EOSC 533 · Advanced Groundwater Hydrology

Finite-difference models of steady-state and transient groundwater flow in the saturated and unsaturated zones; applications to regional groundwater flow, groundwater recharge, subsurface contributions to streamflow, and aquifer evaluation.

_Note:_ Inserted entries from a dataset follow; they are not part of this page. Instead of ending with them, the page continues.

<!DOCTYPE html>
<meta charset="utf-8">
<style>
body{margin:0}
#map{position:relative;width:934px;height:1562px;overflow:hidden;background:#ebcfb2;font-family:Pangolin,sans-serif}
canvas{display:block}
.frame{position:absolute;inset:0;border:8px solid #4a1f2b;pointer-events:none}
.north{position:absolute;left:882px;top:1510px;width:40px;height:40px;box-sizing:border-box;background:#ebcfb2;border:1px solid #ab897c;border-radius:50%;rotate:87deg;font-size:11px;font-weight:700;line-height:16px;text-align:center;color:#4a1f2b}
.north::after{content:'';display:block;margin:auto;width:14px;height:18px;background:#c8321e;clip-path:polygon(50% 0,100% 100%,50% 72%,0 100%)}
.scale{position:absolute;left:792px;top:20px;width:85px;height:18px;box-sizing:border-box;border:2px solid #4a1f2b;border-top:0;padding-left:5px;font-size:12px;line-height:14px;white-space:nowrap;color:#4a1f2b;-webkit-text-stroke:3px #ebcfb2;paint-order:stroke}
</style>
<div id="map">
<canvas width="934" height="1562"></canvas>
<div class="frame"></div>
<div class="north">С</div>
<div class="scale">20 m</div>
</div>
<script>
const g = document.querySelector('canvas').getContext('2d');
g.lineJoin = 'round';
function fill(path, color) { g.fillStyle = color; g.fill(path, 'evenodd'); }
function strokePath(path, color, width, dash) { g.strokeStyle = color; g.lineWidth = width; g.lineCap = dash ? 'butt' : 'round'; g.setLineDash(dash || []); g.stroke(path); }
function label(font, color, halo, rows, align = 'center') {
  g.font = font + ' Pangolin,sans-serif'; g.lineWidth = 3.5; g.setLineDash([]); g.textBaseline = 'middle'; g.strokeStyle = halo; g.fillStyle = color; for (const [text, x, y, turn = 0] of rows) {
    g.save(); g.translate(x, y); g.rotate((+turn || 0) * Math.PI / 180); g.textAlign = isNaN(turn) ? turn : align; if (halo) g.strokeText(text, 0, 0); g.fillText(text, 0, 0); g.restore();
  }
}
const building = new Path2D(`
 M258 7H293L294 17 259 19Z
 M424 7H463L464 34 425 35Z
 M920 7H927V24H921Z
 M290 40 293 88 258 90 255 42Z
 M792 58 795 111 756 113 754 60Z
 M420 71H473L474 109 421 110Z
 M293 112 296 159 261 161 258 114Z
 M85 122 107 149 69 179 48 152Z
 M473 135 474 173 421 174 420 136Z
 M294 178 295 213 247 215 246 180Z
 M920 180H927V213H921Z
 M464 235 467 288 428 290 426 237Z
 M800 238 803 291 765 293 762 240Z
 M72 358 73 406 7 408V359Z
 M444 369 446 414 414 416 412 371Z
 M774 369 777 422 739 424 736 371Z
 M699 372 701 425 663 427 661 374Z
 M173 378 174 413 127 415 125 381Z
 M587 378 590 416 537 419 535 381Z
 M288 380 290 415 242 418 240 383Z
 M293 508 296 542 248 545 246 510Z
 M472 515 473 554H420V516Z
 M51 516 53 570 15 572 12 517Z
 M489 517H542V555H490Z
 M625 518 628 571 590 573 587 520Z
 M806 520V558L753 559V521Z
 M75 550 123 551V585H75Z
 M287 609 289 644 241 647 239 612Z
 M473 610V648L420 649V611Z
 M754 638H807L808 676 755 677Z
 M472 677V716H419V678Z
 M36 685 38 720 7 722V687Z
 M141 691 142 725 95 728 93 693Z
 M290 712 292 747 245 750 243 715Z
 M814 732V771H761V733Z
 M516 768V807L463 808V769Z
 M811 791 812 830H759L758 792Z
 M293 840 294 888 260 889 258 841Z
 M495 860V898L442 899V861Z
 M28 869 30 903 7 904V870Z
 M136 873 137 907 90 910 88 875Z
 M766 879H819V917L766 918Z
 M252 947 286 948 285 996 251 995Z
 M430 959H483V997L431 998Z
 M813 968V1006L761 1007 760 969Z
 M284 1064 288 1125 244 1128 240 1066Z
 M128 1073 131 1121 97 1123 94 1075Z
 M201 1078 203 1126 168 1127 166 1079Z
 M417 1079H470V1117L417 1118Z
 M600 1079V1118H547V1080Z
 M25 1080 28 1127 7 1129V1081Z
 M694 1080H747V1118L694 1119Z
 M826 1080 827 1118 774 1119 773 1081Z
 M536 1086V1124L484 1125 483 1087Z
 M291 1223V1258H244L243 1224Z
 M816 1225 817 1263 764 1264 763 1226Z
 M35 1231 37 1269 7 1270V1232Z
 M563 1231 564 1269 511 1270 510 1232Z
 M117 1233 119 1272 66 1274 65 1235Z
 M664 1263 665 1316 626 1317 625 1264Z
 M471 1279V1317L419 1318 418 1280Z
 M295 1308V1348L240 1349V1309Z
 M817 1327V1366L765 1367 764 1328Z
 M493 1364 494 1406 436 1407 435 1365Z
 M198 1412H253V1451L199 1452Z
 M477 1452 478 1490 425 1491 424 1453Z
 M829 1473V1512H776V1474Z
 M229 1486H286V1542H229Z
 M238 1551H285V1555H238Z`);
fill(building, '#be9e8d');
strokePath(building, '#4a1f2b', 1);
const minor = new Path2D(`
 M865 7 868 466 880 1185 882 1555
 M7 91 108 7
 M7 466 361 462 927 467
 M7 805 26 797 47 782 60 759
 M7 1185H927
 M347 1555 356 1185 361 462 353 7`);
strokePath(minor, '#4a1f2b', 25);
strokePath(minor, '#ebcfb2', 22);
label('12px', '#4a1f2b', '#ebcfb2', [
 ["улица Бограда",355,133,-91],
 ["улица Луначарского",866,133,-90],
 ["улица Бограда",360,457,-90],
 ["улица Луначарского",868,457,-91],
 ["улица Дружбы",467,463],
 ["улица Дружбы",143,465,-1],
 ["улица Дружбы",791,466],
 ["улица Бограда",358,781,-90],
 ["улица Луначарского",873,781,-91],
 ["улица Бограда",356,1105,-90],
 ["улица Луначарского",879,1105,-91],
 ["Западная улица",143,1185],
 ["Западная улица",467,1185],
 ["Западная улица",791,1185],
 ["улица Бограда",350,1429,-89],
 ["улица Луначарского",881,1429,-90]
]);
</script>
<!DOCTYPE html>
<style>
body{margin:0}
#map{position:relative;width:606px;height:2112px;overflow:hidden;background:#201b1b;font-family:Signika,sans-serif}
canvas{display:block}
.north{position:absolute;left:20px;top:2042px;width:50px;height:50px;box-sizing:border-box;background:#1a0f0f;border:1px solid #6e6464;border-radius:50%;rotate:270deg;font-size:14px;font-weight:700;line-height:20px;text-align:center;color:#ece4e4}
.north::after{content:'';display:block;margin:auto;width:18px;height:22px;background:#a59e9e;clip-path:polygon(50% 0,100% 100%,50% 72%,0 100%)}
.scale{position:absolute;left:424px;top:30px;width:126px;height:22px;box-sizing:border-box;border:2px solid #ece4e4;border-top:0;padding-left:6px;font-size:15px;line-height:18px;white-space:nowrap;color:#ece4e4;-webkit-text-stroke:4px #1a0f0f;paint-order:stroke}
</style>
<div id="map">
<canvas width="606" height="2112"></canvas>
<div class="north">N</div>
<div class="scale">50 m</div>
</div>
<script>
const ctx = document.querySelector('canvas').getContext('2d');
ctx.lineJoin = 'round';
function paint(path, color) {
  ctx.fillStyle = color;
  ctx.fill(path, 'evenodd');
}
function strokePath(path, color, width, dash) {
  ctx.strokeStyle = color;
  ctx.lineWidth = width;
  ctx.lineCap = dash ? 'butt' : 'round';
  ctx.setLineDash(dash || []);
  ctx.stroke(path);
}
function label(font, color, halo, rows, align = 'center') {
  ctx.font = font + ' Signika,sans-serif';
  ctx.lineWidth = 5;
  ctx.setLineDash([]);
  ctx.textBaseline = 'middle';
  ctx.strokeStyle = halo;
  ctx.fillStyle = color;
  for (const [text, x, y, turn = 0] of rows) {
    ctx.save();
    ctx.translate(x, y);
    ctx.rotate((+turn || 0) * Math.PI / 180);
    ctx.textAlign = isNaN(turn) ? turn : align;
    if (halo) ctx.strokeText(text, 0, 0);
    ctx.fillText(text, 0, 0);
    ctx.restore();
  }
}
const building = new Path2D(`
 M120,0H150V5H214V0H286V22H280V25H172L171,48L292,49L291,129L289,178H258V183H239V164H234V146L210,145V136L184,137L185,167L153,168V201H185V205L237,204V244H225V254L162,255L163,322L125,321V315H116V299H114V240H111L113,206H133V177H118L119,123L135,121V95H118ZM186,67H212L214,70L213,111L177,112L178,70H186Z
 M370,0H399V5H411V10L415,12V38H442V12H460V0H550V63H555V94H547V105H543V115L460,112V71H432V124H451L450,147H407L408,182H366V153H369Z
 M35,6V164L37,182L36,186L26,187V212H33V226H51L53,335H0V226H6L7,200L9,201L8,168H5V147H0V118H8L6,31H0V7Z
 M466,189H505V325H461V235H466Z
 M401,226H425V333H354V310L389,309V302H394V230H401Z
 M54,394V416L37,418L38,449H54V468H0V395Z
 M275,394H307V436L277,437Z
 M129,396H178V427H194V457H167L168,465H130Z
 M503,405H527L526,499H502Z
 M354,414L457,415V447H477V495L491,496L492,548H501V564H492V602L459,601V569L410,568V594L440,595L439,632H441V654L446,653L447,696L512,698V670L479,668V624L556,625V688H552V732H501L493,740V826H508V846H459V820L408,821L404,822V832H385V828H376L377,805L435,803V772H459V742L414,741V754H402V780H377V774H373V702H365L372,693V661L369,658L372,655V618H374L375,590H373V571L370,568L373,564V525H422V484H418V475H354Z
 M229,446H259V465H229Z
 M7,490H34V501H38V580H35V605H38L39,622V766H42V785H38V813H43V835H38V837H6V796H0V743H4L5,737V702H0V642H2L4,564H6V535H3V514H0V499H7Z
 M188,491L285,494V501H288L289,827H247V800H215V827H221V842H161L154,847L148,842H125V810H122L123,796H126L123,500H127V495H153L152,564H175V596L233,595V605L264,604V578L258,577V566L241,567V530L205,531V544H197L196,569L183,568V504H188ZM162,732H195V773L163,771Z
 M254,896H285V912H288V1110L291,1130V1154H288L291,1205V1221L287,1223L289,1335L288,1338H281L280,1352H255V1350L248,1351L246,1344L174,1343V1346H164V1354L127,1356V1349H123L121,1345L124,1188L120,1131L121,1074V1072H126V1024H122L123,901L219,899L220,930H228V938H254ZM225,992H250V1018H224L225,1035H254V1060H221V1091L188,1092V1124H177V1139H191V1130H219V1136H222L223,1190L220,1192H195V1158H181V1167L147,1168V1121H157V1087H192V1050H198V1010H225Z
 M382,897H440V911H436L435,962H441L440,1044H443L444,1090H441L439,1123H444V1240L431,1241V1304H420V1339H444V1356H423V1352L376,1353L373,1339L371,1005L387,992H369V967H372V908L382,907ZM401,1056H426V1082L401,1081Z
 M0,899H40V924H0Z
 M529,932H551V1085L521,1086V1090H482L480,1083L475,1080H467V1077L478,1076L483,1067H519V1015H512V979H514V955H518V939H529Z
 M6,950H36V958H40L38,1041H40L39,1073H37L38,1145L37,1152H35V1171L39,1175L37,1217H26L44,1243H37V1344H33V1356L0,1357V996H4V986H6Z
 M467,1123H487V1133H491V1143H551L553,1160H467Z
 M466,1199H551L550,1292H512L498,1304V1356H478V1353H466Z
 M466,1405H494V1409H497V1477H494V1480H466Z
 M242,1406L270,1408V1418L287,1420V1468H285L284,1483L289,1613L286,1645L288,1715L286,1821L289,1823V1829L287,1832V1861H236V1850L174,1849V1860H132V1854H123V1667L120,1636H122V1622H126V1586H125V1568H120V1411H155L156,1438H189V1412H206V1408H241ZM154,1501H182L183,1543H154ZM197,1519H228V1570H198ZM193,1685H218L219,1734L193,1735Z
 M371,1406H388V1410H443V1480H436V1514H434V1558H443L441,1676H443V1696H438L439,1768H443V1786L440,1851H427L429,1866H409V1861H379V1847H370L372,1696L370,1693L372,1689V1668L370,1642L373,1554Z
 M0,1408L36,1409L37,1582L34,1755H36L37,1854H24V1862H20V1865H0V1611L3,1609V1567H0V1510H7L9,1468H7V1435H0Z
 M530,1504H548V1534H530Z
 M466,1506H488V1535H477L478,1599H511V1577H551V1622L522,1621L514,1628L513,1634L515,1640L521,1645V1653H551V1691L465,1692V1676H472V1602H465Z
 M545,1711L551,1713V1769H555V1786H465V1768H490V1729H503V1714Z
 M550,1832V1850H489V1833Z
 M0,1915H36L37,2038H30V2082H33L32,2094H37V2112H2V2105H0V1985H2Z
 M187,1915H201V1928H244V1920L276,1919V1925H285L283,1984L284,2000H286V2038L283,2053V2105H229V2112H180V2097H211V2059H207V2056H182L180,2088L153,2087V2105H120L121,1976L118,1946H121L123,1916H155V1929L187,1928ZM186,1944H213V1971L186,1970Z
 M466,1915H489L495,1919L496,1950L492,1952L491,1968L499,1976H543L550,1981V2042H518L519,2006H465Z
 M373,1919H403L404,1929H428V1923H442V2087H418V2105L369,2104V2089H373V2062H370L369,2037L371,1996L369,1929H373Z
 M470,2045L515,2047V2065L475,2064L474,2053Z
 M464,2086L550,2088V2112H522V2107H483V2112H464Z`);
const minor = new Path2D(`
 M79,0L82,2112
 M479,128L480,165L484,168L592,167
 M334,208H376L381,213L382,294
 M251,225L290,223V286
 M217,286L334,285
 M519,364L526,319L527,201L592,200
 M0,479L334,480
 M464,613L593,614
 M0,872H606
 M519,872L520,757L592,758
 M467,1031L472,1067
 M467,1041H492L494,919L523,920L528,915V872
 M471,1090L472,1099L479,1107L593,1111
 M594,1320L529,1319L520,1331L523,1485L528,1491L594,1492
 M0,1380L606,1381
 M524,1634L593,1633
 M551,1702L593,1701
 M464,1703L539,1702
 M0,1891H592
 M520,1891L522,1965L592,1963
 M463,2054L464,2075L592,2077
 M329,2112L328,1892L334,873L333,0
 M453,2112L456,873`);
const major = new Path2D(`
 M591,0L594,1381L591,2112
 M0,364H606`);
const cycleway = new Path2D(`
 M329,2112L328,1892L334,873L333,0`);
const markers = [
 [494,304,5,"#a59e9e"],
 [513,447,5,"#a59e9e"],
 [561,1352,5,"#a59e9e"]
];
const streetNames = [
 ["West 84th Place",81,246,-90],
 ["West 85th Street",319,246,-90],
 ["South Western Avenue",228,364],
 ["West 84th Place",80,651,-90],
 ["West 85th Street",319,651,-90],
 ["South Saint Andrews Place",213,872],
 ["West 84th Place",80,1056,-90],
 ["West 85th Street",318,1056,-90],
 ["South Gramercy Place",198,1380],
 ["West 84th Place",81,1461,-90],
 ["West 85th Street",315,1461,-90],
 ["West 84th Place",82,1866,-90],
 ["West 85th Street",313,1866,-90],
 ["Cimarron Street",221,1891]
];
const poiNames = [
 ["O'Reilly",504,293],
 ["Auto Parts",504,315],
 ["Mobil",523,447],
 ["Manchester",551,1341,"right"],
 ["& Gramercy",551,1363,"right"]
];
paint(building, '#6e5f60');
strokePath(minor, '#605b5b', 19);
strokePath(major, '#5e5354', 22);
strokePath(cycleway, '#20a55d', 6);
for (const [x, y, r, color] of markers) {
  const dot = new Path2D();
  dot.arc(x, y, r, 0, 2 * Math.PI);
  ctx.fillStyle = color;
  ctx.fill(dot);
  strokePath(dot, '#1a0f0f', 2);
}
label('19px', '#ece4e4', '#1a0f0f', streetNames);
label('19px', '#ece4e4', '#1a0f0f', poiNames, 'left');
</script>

This course is not eligible for Credit/D/Fail grading.

Course Availability & Schedule

Learning Goals

Theoretical and quantitative analysis of subsurface fluid flow.

Numerical modeling theory and practice.

Instructors

Roger Beckie

Textbook

There are no required texts; course notes and journal articles will be distributed in class.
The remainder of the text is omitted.